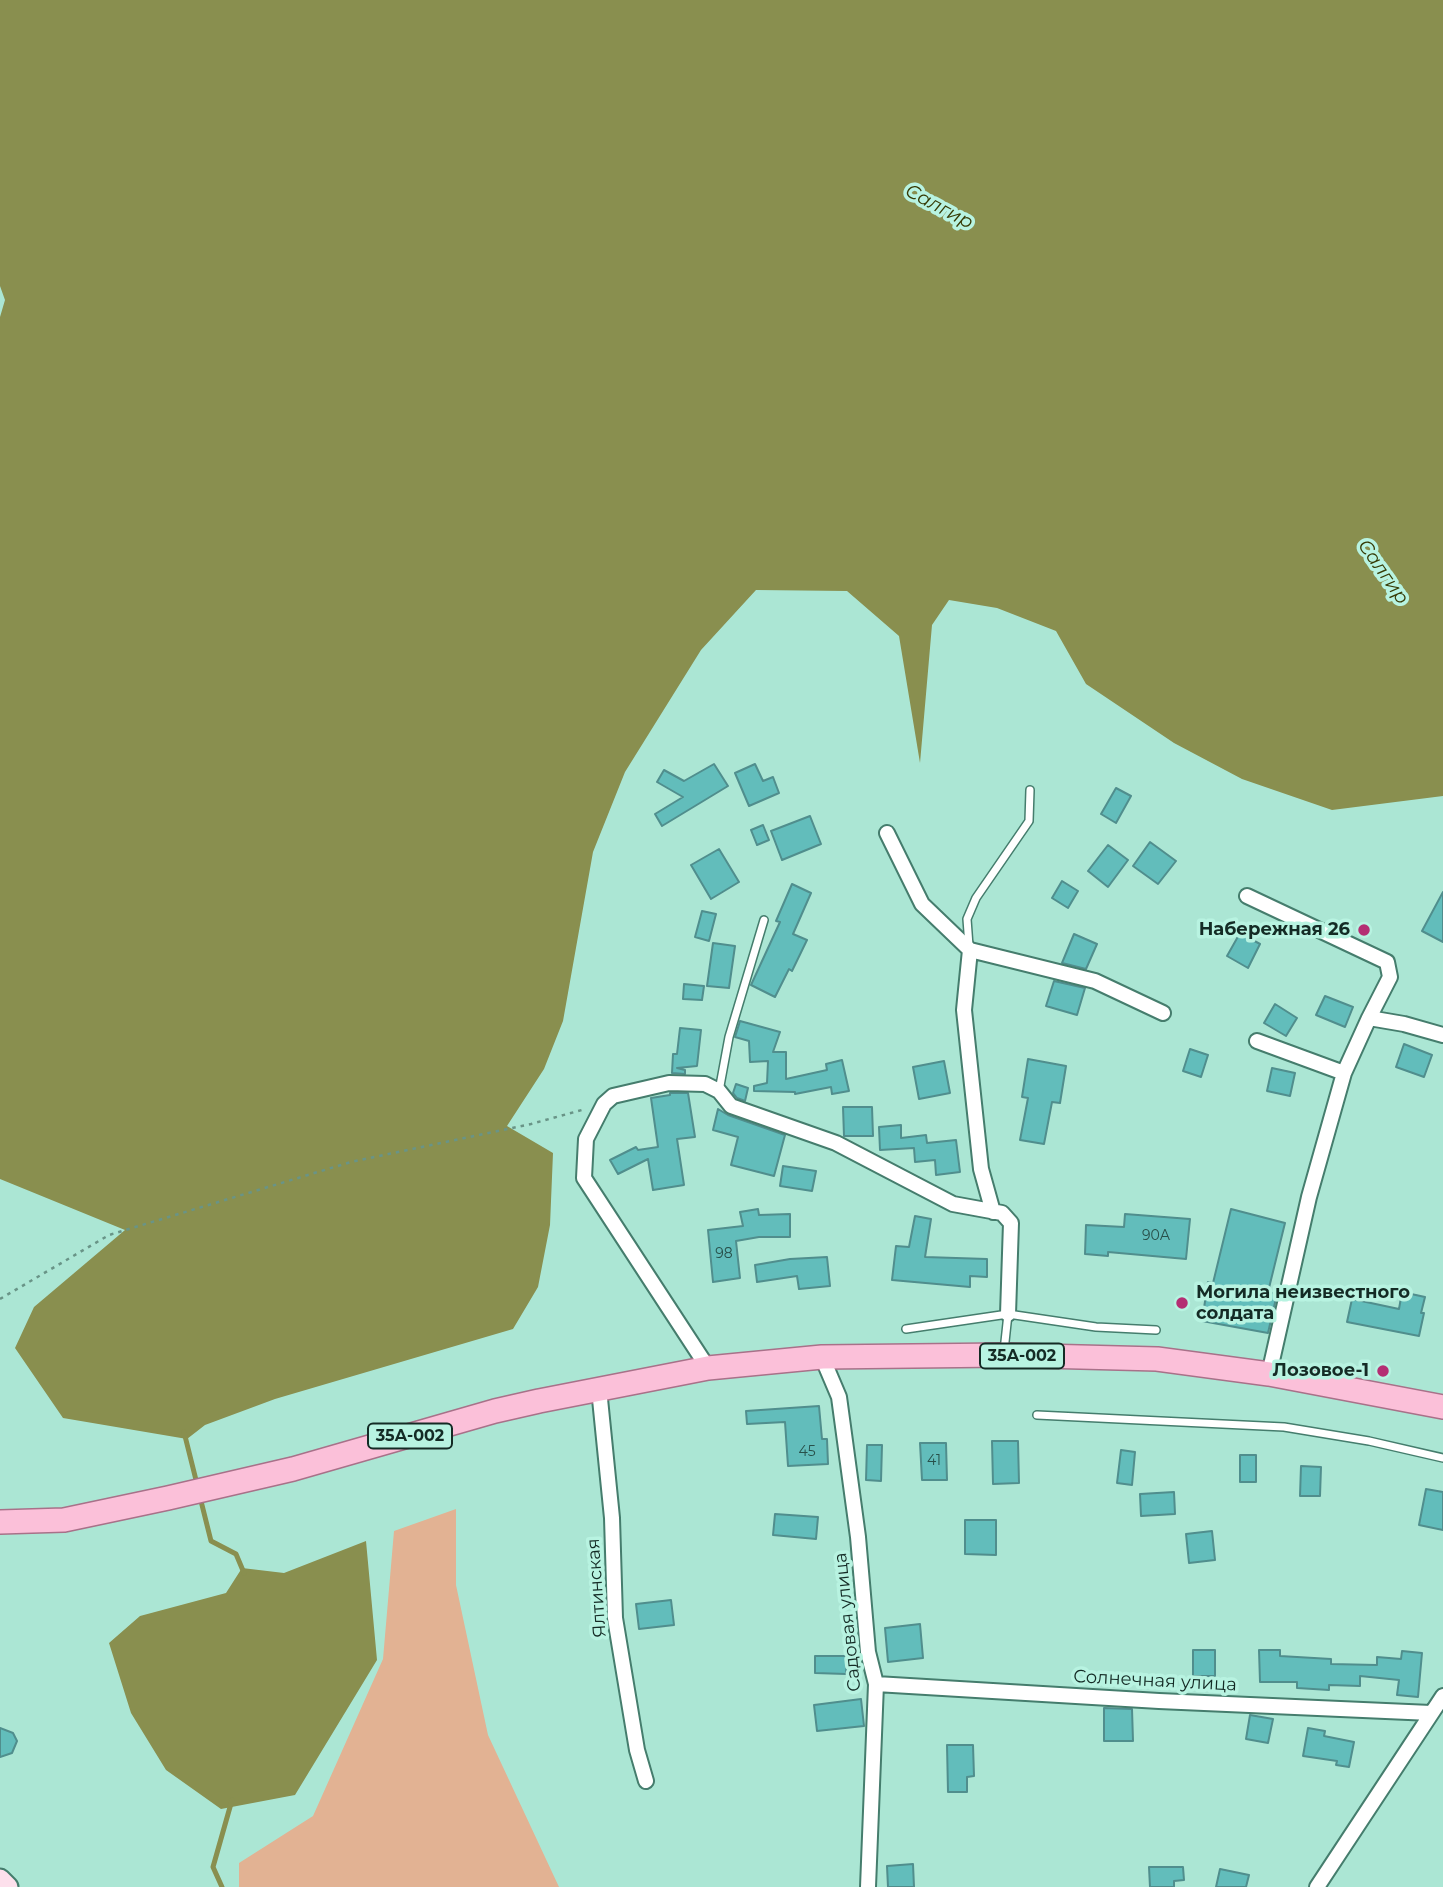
<!DOCTYPE html>
<html>
<head>
<meta charset="utf-8">
<style>
  body { margin:0 }
  canvas { display:block; background:#abe6d4 }
</style>
</head>
<body>
<canvas width="1443" height="1887"></canvas>
<script>
const ctx = document.querySelector('canvas').getContext('2d');
ctx.lineJoin = 'round';
function paint(path, color) {
  ctx.fillStyle = color;
  ctx.fill(path, 'evenodd');
}
function trace(path, color, width, dash) {
  ctx.strokeStyle = color;
  ctx.lineWidth = width;
  ctx.lineCap = dash ? 'butt' : 'round';
  ctx.setLineDash(dash || []);
  ctx.stroke(path);
}
function label(font, color, halo, rows, align = 'center') {
  ctx.font = font + ' Montserrat,sans-serif';
  ctx.lineWidth = 7;
  ctx.setLineDash([]);
  ctx.textBaseline = 'middle';
  ctx.strokeStyle = halo;
  ctx.fillStyle = color;
  for (const [text, x, y, turn = 0] of rows) {
    ctx.save();
    ctx.translate(x, y);
    ctx.rotate((+turn || 0) * Math.PI / 180);
    ctx.textAlign = isNaN(turn) ? turn : align;
    if (halo) ctx.strokeText(text, 0, 0);
    ctx.fillText(text, 0, 0);
    ctx.restore();
  }
}
const green = new Path2D(`
  M456 1509V1585L488 1735 559 1887H239V1863L313 1816 383 1659 394 1531Z`);
const water = new Path2D(`
  M0 0H1443V796L1332 810 1242 779 1174 743 1086 684 1056 631 997 608 949 600 932 625 920 763 899 636 847 591 756 590 701 650 625 772 593 852 563 1021 544 1069 507 1126 553 1153 550 1225 538 1287 513 1329 275 1399 205 1425 187 1439 63 1418 15 1348 34 1307 125 1230 0 1179V317L5 300 0 286Z
  M366 1541 377 1660 295 1795 221 1809 166 1770 131 1713 109 1643 140 1616 226 1593 242 1568 284 1573Z`);
const stream = new Path2D(`
  M184 1432 197 1484
  M200 1497 211 1541 236 1554 244 1573
  M222 1887 213 1867 232 1800`);
const building = new Path2D(`
  M714 764 728 786 662 826 655 814 683 797 657 782 664 770 684 781Z
  M755 764 763 781 773 777 779 793 749 806 735 773Z
  M1116 788 1131 796 1116 823 1101 814Z
  M810 816 821 844 782 860 771 831Z
  M763 825 769 840 757 845 751 830Z
  M1150 842 1176 861 1158 884 1133 866Z
  M1108 845 1128 860 1108 887 1088 871Z
  M719 849 739 882 711 899 691 865Z
  M1062 881 1078 891 1068 908 1052 898Z
  M792 884 811 893 793 934 807 940 792 971 789 969 775 997 751 985 780 922 776 921Z
  M1443 892V942L1422 931Z
  M702 911 716 914 709 941 695 937Z
  M1240 933 1260 944 1248 968 1227 956Z
  M1074 934 1097 944 1086 969 1062 963Z
  M713 943 735 946 729 988 707 986Z
  M1054 981 1085 988 1077 1015 1046 1006Z
  M684 984 704 986 702 1000 683 999Z
  M1325 996 1353 1007 1345 1027 1316 1015Z
  M1275 1004 1297 1018 1286 1036 1264 1023Z
  M740 1021 780 1032 773 1052H786V1079L827 1070 826 1064 842 1060 849 1091 832 1094 831 1087 795 1094V1092L754 1091V1086L767 1083 768 1061 750 1062 749 1041 735 1037Z
  M680 1028 701 1030 697 1066 677 1068 685 1070V1074L672 1073 673 1054H677Z
  M1404 1044 1432 1055 1424 1077 1396 1067Z
  M1190 1049 1208 1055 1201 1077 1183 1071Z
  M1028 1059 1066 1066 1060 1103 1052 1102 1044 1144 1020 1140 1028 1098 1022 1097Z
  M944 1061 950 1093 919 1099 913 1067Z
  M1272 1068 1295 1073 1290 1096 1267 1091Z
  M736 1084 748 1088 745 1101 737 1098 733 1093Z
  M670 1093H688L695 1137 677 1139 684 1185 653 1190 648 1159 618 1174 610 1160 636 1147 638 1150 658 1147 651 1098 670 1095Z
  M843 1107H872L873 1136H844Z
  M718 1109 728 1115 785 1135 774 1176 731 1165 738 1137 713 1130Z
  M901 1125V1138L926 1135 927 1143 956 1140 960 1172 936 1175 935 1160 915 1162 914 1148 880 1150 879 1127Z
  M783 1166 816 1171 812 1191 780 1186Z
  M758 1209 759 1215 790 1214V1237H759L736 1241 740 1278 713 1282 708 1230 743 1226 740 1212Z
  M1231 1209 1285 1223 1268 1292 1277 1294 1268 1333 1202 1321 1208 1282 1213 1283Z
  M1125 1214 1190 1219 1186 1259 1108 1252V1256L1085 1254 1086 1225 1124 1227Z
  M915 1216 931 1219 925 1257 987 1259V1277L970 1276V1287L892 1280 896 1246 909 1247Z
  M827 1257 830 1286 799 1289 797 1276 757 1282 755 1265 790 1259Z
  M1402 1292 1425 1297 1421 1313H1424L1419 1336 1347 1322 1352 1299 1399 1309Z
  M819 1406 822 1439H827L828 1464 788 1466 785 1422 747 1424 746 1411Z
  M992 1441H1018L1019 1483 993 1484Z
  M920 1443H946L947 1480H922Z
  M867 1445H882L881 1481 866 1480Z
  M1121 1450 1135 1452 1132 1485 1117 1483Z
  M1240 1455H1256V1482H1240Z
  M1301 1466 1321 1467 1320 1496H1300Z
  M1426 1489 1443 1492V1530L1419 1525Z
  M1174 1492 1175 1514 1141 1516 1140 1494Z
  M775 1514 818 1517 816 1539 773 1535Z
  M965 1520H996V1555L965 1554Z
  M1212 1531 1215 1560 1189 1563 1186 1534Z
  M671 1600 674 1625 639 1629 636 1604Z
  M920 1624 923 1658 888 1662 885 1628Z
  M1193 1650H1215V1676H1193Z
  M1259 1650H1280V1656L1331 1659V1664L1377 1665V1657L1401 1659 1402 1651 1422 1653 1418 1697 1397 1695 1399 1680 1360 1676V1686L1329 1685V1690L1297 1688V1682H1260Z
  M815 1656H847L846 1674 815 1673Z
  M861 1699 864 1726 817 1731 814 1705Z
  M1104 1708 1132 1709 1133 1741H1104Z
  M1250 1715 1273 1719 1268 1743 1246 1739Z
  M0 1728 13 1733 17 1741 12 1753 0 1757Z
  M1308 1728 1325 1731 1324 1736 1354 1742 1349 1767 1336 1765 1337 1761 1303 1756Z
  M947 1745H973L974 1776 967 1777V1792H948Z
  M913 1864 914 1887H888L887 1866Z
  M1149 1867H1183L1184 1880 1174 1881V1887H1150Z
  M1220 1869 1249 1875 1246 1887H1216Z`);
const path = new Path2D(`
  M0 1299 109 1235 351 1162 531 1124 582 1110`);
const service = new Path2D(`
  M969 946 967 919 976 898 1029 821 1030 790
  M719 1091 729 1037 764 920
  M906 1329 1008 1314 1096 1327 1156 1330
  M1004 1351 1008 1314
  M1037 1415 1284 1427 1369 1441 1443 1458`);
const minor = new Path2D(`
  M887 833 922 904 970 950 1095 981 1163 1013
  M1247 896 1387 962 1390 977 1369 1018 1404 1024 1443 1035
  M970 950 964 1010 981 1169 993 1212
  M1257 1041 1344 1073
  M822 1357 839 1397 858 1537 868 1652 876 1684 868 1887
  M708 1368 584 1178 586 1139 604 1104 613 1096 669 1083 705 1084 719 1091 731 1106 836 1143 953 1204 1002 1213 1011 1223 1008 1314
  M1269 1374 1309 1197 1344 1073 1369 1018
  M599 1389 612 1518 615 1618 637 1750 646 1781
  M876 1684 1159 1701 1431 1713
  M1317 1887 1443 1696`);
const secondary = new Path2D(`
  M0 1879 8 1887`);
const primary = new Path2D(`
  M0 1522 64 1520 168 1498 293 1469 495 1411 539 1401 708 1368 822 1357 1004 1355 1157 1359 1269 1374 1443 1407`);
const markers = [
  [1364,930,7,"#b42e73"],
  [1182,1303,7,"#b42e73"],
  [1383,1371,7,"#b42e73"]
];
const numberNames = [
  ["90А",1156,1236],
  ["98",724,1254],
  ["45",807,1452],
  ["41",934,1461]
];
const shields = [
  [1022,1356,84],
  [410,1436,84]
];
const shieldNames = [
  ["35А-002",1022,1356],
  ["35А-002",410,1436]
];
const poiNames = [
  ["Набережная 26",1350,930],
  ["Могила неизвестного",1196,1293,"left"],
  ["солдата",1196,1314,"left"],
  ["Лозовое-1",1369,1371]
];
const streetNames = [
  ["Ялтинская",597,1588,-94],
  ["Садовая улица",848,1622,-96],
  ["Солнечная улица",1155,1681,3]
];
const waterNames = [
  ["Салгир",939,207,28],
  ["Салгир",1383,572,55]
];
paint(green, '#e2b293');
paint(water, '#898f4f');
trace(stream, '#898f4f', 5);
paint(building, '#62bdbb');
trace(building, '#508e8d', 2);
trace(service, '#457d6d', 10);
trace(minor, '#457d6d', 18);
trace(secondary, '#457d6d', 23);
trace(primary, '#a87189', 26);
trace(path, '#699487', 2.5, [3.5, 5]);
trace(service, '#fff', 7);
trace(minor, '#fff', 14);
trace(secondary, '#fde0ec', 19);
trace(primary, '#fbc0d9', 23);
for (const [x, y, r, color] of markers) {
  const dot = new Path2D();
  dot.arc(x, y, r, 0, 2 * Math.PI);
  ctx.fillStyle = color;
  ctx.fill(dot);
  trace(dot, '#b8f3e1', 2.5);
}
label('14px', '#28504a', null, numberNames);
for (const [x, y, w] of shields) {
  const box = new Path2D();
  box.roundRect(x - w / 2, y - 12.5, w, 25, 5);
  ctx.fillStyle = '#b8f3e1';
  ctx.fill(box);
  trace(box, '#142b25', 2);
}
label('bold 16px', '#142b25', null, shieldNames);
label('bold 18px', '#142b25', '#b8f3e1', poiNames, 'right');
label('18px', '#142b25', '#b8f3e1', streetNames);
label('italic 19px', '#363a05', '#b8f3e1', waterNames);
</script>
</body>
</html>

WORK INSTRUCTIONS
Start with the line above that contains "M713 943 735 946 729 988 707 986Z" and end with the line that contains "M1272 1068 1295 1073 1290 1096 1267 1091Z". Write out those lines exactly, and only those.

THE COMPLETED TASK
  M713 943 735 946 729 988 707 986Z
  M1054 981 1085 988 1077 1015 1046 1006Z
  M684 984 704 986 702 1000 683 999Z
  M1325 996 1353 1007 1345 1027 1316 1015Z
  M1275 1004 1297 1018 1286 1036 1264 1023Z
  M740 1021 780 1032 773 1052H786V1079L827 1070 826 1064 842 1060 849 1091 832 1094 831 1087 795 1094V1092L754 1091V1086L767 1083 768 1061 750 1062 749 1041 735 1037Z
  M680 1028 701 1030 697 1066 677 1068 685 1070V1074L672 1073 673 1054H677Z
  M1404 1044 1432 1055 1424 1077 1396 1067Z
  M1190 1049 1208 1055 1201 1077 1183 1071Z
  M1028 1059 1066 1066 1060 1103 1052 1102 1044 1144 1020 1140 1028 1098 1022 1097Z
  M944 1061 950 1093 919 1099 913 1067Z
  M1272 1068 1295 1073 1290 1096 1267 1091Z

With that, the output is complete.